Could you return each line of the material that has "circle" in it?

# DATA PROVIDED:
[Start of section]
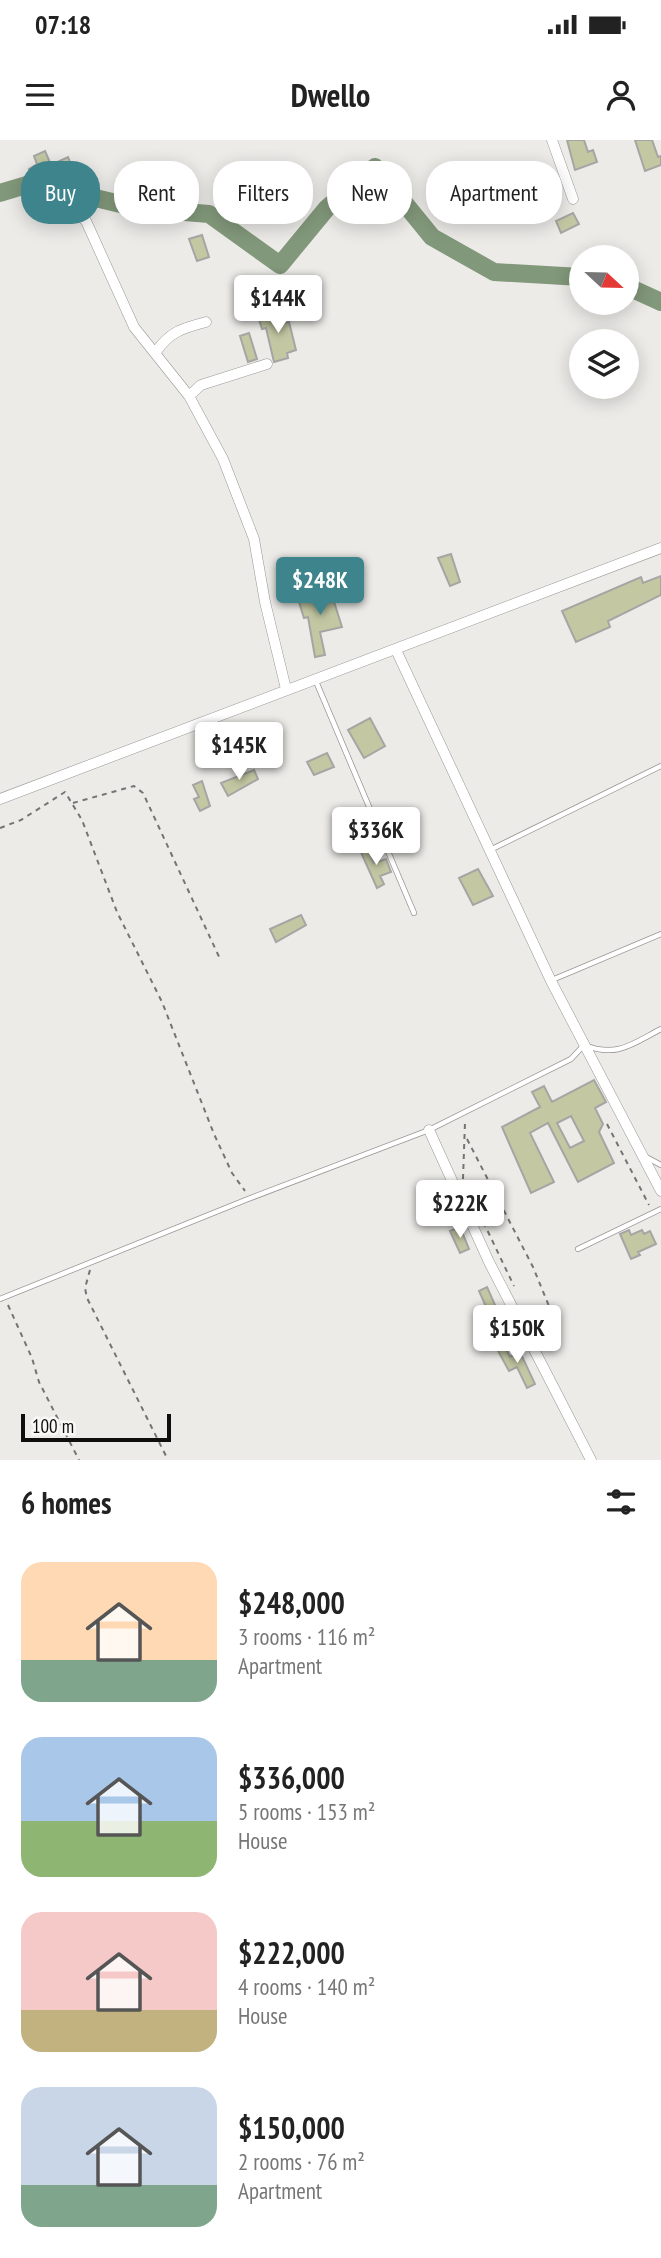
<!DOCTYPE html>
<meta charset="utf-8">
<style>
:root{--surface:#fff;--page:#f6f6f6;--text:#222;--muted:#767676;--accent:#3d848c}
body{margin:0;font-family:"PT Sans Narrow",sans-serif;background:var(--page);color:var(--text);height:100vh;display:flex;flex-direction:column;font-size:26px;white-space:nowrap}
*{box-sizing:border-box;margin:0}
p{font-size:23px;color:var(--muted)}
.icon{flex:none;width:38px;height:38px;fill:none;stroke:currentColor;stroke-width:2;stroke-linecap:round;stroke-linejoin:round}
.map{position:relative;height:1320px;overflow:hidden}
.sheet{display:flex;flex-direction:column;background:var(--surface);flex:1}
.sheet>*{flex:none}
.guide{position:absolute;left:21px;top:21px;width:620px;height:63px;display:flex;gap:14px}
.needle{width:46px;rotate:112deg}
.buttons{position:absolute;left:569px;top:105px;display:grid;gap:14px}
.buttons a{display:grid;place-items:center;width:70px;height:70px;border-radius:50%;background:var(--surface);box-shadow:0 4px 18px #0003;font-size:35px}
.scale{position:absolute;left:21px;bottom:18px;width:150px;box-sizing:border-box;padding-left:7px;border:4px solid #0e0e0d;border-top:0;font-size:19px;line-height:24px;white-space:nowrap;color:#0e0e0d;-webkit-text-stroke:5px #f9f8f5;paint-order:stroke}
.price{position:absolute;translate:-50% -60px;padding:0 16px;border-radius:7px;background:#fff;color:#222;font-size:23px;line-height:46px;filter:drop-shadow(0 2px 4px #0008)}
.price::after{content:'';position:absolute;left:50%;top:42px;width:21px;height:16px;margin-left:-10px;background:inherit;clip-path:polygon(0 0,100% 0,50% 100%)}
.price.selected{background:var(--accent);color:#fff}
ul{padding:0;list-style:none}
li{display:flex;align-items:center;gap:21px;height:175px;padding:0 21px}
li span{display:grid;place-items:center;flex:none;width:196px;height:140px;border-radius:21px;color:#555}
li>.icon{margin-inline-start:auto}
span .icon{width:84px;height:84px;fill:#fffc;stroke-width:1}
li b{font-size:30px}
h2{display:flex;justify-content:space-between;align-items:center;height:84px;padding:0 21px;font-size:30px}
.tag{padding:0 24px;border-radius:28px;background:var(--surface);box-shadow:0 4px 18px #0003;font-size:24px;line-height:63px}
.tag.selected{background:var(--accent);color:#fff}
.status{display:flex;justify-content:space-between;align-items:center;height:49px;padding:0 35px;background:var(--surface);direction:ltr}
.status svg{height:19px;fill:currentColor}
header{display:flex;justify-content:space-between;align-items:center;height:91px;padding:0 21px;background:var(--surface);font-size:32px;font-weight:700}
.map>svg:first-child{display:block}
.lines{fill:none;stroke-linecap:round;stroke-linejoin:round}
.river{stroke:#82987a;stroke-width:18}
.building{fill:#c3c8a3;stroke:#a5a6a3;stroke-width:2;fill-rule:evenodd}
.lane-casing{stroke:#989794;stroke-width:6}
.street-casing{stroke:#989794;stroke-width:11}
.path{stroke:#757473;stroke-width:2;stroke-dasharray:5 5;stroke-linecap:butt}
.lane{stroke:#fff;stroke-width:4.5}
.street{stroke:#fff;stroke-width:10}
</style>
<div class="status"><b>07:18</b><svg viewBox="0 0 49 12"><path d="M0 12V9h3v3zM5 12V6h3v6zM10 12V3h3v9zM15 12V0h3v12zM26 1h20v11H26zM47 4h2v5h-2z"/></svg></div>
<header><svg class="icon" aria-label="menu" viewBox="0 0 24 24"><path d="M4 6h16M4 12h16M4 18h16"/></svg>Dwello<svg class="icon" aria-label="person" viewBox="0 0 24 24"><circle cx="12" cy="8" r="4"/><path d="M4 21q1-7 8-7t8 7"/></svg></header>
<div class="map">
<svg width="661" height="1320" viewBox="0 0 661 1320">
<rect width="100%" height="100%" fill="#ecebe8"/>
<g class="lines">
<path class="river" d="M0,53l33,-10 104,25 72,6 71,51 47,-57 48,-41 57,70 62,35 87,5
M626,146l35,16"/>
</g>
<path class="building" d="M567,0h17l4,12 5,-2 4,12 -22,8z
M635,0h17l6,17 3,-1v9l-16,6z
M45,11l6,14 17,-8 4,10 -36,15 -7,-13 8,-5 -3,-8z
M573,73l6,11 -18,9 -5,-12z
M202,95l7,22 -12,4 -8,-22z
M281,169l4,14 4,-1 7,28 -9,3 1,5 -14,4 -8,-34 -4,1 -4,-13z
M249,193l8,26 -9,3 -8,-26z
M451,414l9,28 -10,4 -12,-28z
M661,436v19l-53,26 2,6 -34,15 -14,-31 79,-34 2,6z
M330,449l12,38 -22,5 5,23 -10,2 -7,-40 -4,1 -6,-19z
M370,578l15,28 -21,12 -16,-28z
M327,613l7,14 -20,8 -7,-13z
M254,630l4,9 -30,17 -7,-13z
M202,641l8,25 -10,5 -6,-12 5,-2 -6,-12z
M367,707l7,16 12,-4 5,13 -11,4 4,8 -7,4 -17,-38z
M478,729l15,27 -20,9 -14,-27z
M301,775l5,10 -30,17 -6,-13z
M594,940l12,22 -11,6 8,16 -4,8 15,31 -36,19 -30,-59 -18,10 24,49 -23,11 -29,-66 38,-20 -8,-15 12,-6 8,16zM571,976l13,25 -14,7 -13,-25z
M460,1087l9,22 -9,4 -10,-22z
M629,1090l2,5 11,-5 2,4 6,-3 6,13 -18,8 2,3 -9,4 -11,-25z
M487,1147l12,27 -8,4 -12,-27z
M504,1205l6,12 10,-5 15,32 -8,4 -10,-21 -8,4 -12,-22z"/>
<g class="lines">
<g class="lane-casing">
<path id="lane" d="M315,539l99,234
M490,710l171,-84
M552,840l109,-46
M646,1017l15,8
M578,1109l83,-40
M0,1159l248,-100 181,-69 142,-71 13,-14c33,13 48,-1 77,-16"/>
</g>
<g class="street-casing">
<path id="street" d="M552,0l21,59
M31,48l37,18 18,15 48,106 55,69
M156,212c13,-20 27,-24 50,-30
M267,224l-66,21 -12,11 34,63 31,80 11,63 21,87
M396,510l155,331 110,210
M0,659l661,-251
M429,990l60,132 102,198"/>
</g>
<path class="path" d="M73,663l61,-17 9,7 78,168
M0,688l21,-8 44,-28 17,28 35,92 45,90 52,132 18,39 13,18
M607,984l42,81
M467,999l66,128 18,44
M463,1039l2,-57
M479,1073l35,73
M90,1130l-5,18 2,10 81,162
M8,1165l24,53 7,24 40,78"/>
<use href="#lane" class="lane"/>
<use href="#street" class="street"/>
</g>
</svg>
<div class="buttons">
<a><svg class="needle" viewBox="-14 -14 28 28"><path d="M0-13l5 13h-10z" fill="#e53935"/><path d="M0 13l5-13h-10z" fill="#767676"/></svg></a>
<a><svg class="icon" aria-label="layers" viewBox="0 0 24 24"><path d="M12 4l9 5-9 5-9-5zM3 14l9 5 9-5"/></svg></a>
</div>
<div class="scale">100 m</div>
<b class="price" style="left:278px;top:195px">$144K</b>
<b class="price selected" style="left:320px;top:477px">$248K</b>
<b class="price" style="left:239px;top:642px">$145K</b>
<b class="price" style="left:376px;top:727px">$336K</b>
<b class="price" style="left:460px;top:1100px">$222K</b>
<b class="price" style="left:517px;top:1225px">$150K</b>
<div class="guide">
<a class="tag selected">Buy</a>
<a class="tag">Rent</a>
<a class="tag">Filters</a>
<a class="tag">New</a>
<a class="tag">Apartment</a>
</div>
</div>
<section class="sheet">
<h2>6 homes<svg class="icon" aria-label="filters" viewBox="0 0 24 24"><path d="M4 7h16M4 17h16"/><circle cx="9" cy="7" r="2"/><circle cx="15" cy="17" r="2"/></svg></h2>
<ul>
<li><span style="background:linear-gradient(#ffd9b3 70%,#7fa58c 0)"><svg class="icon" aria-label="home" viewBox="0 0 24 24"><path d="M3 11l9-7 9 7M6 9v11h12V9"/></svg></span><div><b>$248,000</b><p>3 rooms · 116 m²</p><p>Apartment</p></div></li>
<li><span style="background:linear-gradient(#a9c7e8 60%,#8fb573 0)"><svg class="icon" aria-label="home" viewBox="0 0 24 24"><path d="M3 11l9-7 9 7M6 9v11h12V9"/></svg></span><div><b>$336,000</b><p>5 rooms · 153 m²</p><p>House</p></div></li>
<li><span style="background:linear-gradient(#f6c9c9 70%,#c2b280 0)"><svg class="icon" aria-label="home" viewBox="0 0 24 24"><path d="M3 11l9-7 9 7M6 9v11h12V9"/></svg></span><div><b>$222,000</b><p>4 rooms · 140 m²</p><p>House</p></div></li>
<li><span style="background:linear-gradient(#c9d6e8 70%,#7fa58c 0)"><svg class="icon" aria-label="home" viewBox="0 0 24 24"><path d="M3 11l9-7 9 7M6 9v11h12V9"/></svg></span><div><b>$150,000</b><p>2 rooms · 76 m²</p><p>Apartment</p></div></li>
</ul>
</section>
[End of section]
# RESPONSE BOX:
<header><svg class="icon" aria-label="menu" viewBox="0 0 24 24"><path d="M4 6h16M4 12h16M4 18h16"/></svg>Dwello<svg class="icon" aria-label="person" viewBox="0 0 24 24"><circle cx="12" cy="8" r="4"/><path d="M4 21q1-7 8-7t8 7"/></svg></header>
<h2>6 homes<svg class="icon" aria-label="filters" viewBox="0 0 24 24"><path d="M4 7h16M4 17h16"/><circle cx="9" cy="7" r="2"/><circle cx="15" cy="17" r="2"/></svg></h2>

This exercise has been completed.